[Data supplied Boundary: Start]
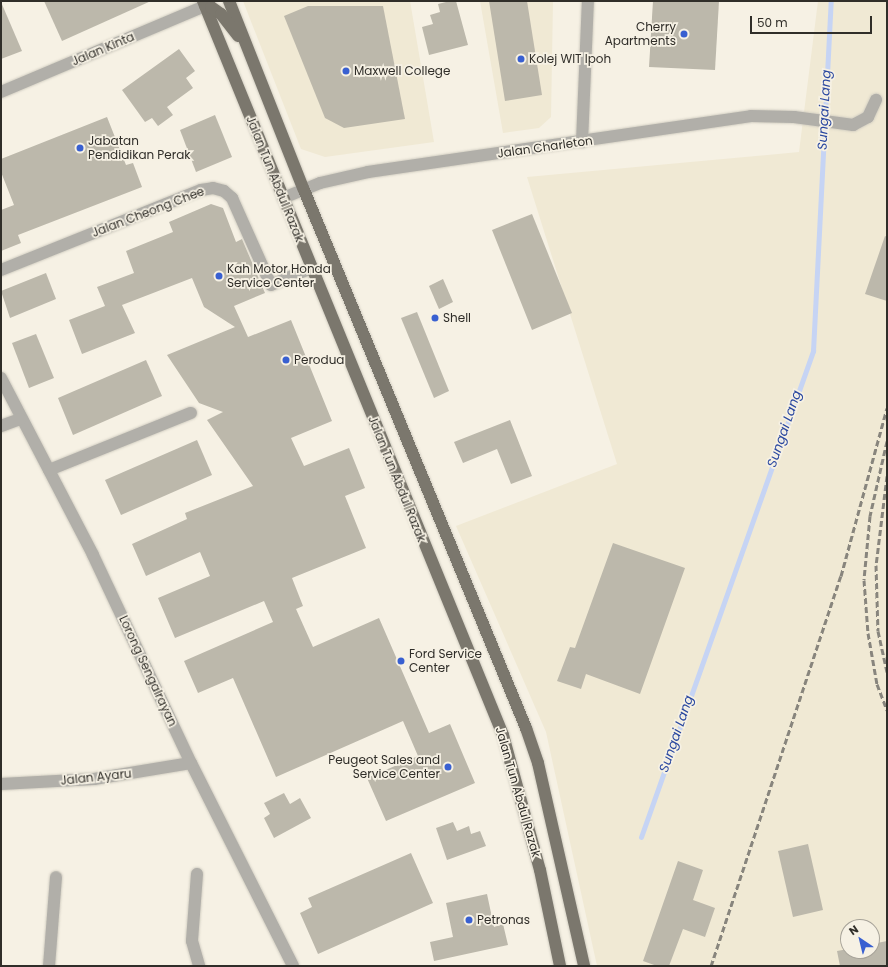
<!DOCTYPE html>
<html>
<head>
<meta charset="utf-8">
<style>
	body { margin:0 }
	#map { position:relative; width:888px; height:967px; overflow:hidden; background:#f6f1e4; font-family:Poppins,sans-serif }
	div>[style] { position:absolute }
	.built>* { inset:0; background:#f0e9d4 }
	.stream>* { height:5px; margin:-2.5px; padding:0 2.5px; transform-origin:2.5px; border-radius:2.5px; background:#c6d4f4 }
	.building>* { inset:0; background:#bcb8ab }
	.roads { filter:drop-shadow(0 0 1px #d2cec2) drop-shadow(0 0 1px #d2cec2) }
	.minor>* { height:12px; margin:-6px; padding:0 6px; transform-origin:6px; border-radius:6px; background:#b1afa9 }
	.major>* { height:12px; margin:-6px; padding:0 6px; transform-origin:6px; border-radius:6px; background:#7b776d }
	.rail>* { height:3px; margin-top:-1.5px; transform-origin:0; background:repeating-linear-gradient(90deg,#88857d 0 6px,transparent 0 9px) }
	.dots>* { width:11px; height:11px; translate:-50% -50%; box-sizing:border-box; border:2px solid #f6f1e4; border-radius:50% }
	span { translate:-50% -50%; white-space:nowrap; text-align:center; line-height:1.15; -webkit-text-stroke:3.5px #f6f1e4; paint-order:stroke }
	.poi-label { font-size:12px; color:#302e29 }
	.right { translate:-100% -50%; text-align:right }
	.left { translate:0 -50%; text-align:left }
	.street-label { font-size:12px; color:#302e29 }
	.water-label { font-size:13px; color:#2a48a0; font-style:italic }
	.frame { position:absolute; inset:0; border:2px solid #302e29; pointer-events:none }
	.north { position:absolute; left:840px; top:919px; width:40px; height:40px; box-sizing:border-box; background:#f6f1e4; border:1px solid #a7a399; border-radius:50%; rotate:325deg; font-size:11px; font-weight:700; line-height:16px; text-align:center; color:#302e29 }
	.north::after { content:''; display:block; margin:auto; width:14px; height:18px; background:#3960d1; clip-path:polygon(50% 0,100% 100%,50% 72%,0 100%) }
	.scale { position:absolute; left:750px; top:16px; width:122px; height:18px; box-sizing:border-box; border:2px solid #302e29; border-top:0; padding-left:5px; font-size:12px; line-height:14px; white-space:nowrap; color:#302e29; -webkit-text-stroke:3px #f6f1e4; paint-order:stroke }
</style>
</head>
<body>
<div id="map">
	<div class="built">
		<div style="clip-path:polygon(243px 1px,410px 1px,434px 142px,325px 157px,301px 149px)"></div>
		<div style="clip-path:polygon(480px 1px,553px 1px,551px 117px,539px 128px,503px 133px)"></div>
		<div style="clip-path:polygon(evenodd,818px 1px,887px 1px,887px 966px,597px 966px,546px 732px,456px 526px,617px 464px,527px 177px,799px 152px,818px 1px,848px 927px,872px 927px,872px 951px,848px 951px,848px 927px)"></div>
	</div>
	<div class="stream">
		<div style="left:641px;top:837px;width:516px;rotate:-70.51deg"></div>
		<div style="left:813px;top:351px;width:350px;rotate:-87.1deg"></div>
	</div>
	<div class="building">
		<div style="clip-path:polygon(44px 1px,151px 1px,62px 41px)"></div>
		<div style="clip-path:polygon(450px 1px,456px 1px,468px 45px,429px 55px,422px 27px,433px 24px,430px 15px,440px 12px,438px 4px)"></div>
		<div style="clip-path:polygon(489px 1px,527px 1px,542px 95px,505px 101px)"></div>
		<div style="clip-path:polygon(653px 1px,719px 1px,715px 70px,649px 67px)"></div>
		<div style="clip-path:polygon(1px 2px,22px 51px,1px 59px)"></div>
		<div style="clip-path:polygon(308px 6px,383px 6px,405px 119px,344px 128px,325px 118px,284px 16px)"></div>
		<div style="clip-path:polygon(179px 49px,195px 71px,186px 78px,193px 88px,167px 107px,173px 115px,158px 126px,152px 118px,145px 122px,122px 90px)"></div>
		<div style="clip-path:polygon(215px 115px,232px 157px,196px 172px,180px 130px)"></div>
		<div style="clip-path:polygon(107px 117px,126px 165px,133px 163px,142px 187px,18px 235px,21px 243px,1px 251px,1px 210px,14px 205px,1px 172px,1px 159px)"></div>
		<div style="clip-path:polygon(211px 204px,223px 208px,236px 242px,242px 239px,265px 293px,234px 306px,248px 337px,291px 320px,332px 421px,291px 438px,304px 466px,349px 448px,365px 488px,345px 496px,366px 548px,292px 578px,303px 606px,296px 609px,313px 647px,379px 618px,429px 733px,450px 724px,475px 783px,386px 821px,367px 778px,418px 756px,403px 721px,276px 777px,233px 678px,198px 693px,184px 661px,273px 622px,264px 601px,175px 638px,158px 598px,210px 576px,200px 552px,146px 576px,132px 544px,187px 519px,185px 513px,253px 486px,207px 420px,223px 412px,199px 403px,167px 355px,235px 327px,204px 307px,192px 278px,122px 305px,135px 333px,82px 354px,69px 320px,105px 306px,97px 287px,134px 273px,126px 251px,173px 232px,169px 222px)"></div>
		<div style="clip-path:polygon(532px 214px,572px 313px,532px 330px,492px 230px)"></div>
		<div style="clip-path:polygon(885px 236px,887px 237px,887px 301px,865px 294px)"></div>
		<div style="clip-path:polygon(46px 273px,56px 299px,10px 318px,1px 291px)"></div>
		<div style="clip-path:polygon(443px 279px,453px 302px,439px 309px,429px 286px)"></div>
		<div style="clip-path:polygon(417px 312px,449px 391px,434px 398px,401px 318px)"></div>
		<div style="clip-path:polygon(36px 334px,54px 378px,29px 388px,12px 343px)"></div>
		<div style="clip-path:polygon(146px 360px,162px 396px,73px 435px,58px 398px)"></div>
		<div style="clip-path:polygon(510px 420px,532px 476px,511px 484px,497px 449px,463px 463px,454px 442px)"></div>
		<div style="clip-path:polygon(197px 440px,212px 475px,121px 515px,105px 480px)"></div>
		<div style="clip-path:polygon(613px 543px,685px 568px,640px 694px,586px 674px,581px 689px,557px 681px,570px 647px,575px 648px)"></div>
		<div style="clip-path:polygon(284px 793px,290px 804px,300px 798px,311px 818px,274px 838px,264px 818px,270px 814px,264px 803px)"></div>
		<div style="clip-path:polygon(453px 822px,457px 831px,469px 826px,471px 834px,480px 831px,486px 846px,447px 860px,436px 828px)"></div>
		<div style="clip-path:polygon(808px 844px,823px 910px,793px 917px,778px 851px)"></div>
		<div style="clip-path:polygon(411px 853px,433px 903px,318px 954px,300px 913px,312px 907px,308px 898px)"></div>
		<div style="clip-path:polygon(678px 861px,703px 870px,693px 900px,715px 908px,705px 937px,683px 929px,669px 966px,657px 966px,643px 961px)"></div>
		<div style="clip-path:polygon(487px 894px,494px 927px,503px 924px,508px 945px,434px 961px,430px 942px,453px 937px,446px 903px)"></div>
		<div style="clip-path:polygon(887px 941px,887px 966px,840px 966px,837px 951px,848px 949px,848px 951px,872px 951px,872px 944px)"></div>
	</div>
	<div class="roads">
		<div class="minor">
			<div style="left:1px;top:92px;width:221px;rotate:-22.9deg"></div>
			<div style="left:582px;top:142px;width:141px;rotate:-87.6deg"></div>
			<div style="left:283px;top:198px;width:40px;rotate:-22deg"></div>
			<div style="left:320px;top:183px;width:49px;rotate:-12.9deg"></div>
			<div style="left:368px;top:172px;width:387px;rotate:-8.3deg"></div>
			<div style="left:751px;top:116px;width:43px;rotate:1.3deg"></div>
			<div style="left:794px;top:117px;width:60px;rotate:7.7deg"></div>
			<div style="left:853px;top:125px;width:17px;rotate:-28deg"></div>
			<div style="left:868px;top:117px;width:19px;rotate:-65deg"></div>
			<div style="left:1px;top:270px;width:215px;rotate:-21.8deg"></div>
			<div style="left:201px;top:190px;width:12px;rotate:-9deg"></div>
			<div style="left:213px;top:188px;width:11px;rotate:15deg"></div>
			<div style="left:224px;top:191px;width:11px;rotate:41deg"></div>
			<div style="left:232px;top:198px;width:95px;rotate:65.9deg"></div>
			<div style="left:271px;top:285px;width:43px;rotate:-23deg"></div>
			<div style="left:1px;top:378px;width:199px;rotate:62.5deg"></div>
			<div style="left:93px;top:555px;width:230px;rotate:64.8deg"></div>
			<div style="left:191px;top:763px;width:227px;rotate:63.3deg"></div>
			<div style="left:1px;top:426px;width:20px;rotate:-20deg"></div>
			<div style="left:49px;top:470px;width:153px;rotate:-21.9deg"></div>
			<div style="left:1px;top:784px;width:93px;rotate:-3.1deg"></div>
			<div style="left:94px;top:779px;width:98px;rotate:-9.4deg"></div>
			<div style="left:197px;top:874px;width:67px;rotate:94.3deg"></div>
			<div style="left:192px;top:941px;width:26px;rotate:74deg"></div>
			<div style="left:49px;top:966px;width:89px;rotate:-85.5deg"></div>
		</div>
		<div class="major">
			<div style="left:203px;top:1px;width:793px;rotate:67.77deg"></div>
			<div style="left:503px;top:735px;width:140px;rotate:74.7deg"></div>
			<div style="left:540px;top:870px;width:98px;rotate:78.2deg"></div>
			<div style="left:229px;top:1px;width:203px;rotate:68.4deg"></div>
			<div style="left:304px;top:190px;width:582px;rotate:67.58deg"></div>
			<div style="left:526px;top:728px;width:37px;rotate:71deg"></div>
			<div style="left:538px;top:763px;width:208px;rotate:77.2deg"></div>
			<div style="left:205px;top:6px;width:6px;rotate:9deg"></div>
			<div style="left:211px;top:7px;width:12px;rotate:35deg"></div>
			<div style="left:221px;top:14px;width:28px;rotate:52deg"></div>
		</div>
	</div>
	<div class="rail">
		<div style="left:887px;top:441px;width:77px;rotate:102.8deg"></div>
		<div style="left:870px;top:516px;width:64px;rotate:95.4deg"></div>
		<div style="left:864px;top:580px;width:53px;rotate:85.7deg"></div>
		<div style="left:868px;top:633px;width:52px;rotate:80deg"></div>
		<div style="left:877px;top:684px;width:28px;rotate:69deg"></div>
		<div style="left:887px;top:476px;width:90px;rotate:97deg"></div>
		<div style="left:876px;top:565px;width:66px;rotate:88.3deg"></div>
		<div style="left:878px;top:631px;width:42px;rotate:77.6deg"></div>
		<div style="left:711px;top:966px;width:411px;rotate:-71.6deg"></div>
		<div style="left:841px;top:576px;width:174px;rotate:-74.7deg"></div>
	</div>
	<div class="dots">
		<div style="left:684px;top:34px;background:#3960d1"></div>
		<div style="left:521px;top:59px;background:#3960d1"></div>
		<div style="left:346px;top:71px;background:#3960d1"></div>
		<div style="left:80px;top:148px;background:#3960d1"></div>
		<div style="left:219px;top:276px;background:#3960d1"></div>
		<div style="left:435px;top:318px;background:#3960d1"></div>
		<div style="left:286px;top:360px;background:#3960d1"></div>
		<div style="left:401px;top:661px;background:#3960d1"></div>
		<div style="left:448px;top:767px;background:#3960d1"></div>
		<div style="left:469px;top:920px;background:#3960d1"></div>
	</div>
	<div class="poi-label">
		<span class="right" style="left:676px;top:34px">Cherry<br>Apartments</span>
		<span class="left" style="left:529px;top:59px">Kolej WIT Ipoh</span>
		<span class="left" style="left:354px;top:71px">Maxwell College</span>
		<span class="left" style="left:88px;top:148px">Jabatan<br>Pendidikan Perak</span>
		<span class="left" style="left:227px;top:276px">Kah Motor Honda<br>Service Center</span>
		<span class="left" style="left:443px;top:318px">Shell</span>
		<span class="left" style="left:294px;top:360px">Perodua</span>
		<span class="left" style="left:409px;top:661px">Ford Service<br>Center</span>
		<span class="right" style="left:440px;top:767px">Peugeot Sales and<br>Service Center</span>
		<span class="left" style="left:477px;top:920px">Petronas</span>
	</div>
	<div class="street-label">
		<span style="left:103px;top:49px;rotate:-23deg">Jalan Kinta</span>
		<span style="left:545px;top:147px;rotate:-8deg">Jalan Charleton</span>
		<span style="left:275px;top:179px;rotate:68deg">Jalan Tun Abdul Razak</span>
		<span style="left:148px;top:212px;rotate:-21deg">Jalan Cheong Chee</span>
		<span style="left:397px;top:479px;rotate:68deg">Jalan Tun Abdul Razak</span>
		<span style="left:148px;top:671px;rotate:65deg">Lorong Sengalrayan</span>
		<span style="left:96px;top:777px;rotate:-6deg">Jalan Ayaru</span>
		<span style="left:518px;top:792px;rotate:74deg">Jalan Tun Abdul Razak</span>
	</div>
	<div class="water-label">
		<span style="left:825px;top:110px;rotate:-87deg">Sungai Lang</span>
		<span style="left:785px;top:429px;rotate:-71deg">Sungai Lang</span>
		<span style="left:677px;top:734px;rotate:-71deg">Sungai Lang</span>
	</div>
	<div class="frame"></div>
	<div class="north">N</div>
	<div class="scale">50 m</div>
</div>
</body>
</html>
[Data supplied Boundary: End]
● Problem description
The lines to show are those in the data above that include "stream".

● Solution to this problem
	.stream>* { height:5px; margin:-2.5px; padding:0 2.5px; transform-origin:2.5px; border-radius:2.5px; background:#c6d4f4 }
	<div class="stream">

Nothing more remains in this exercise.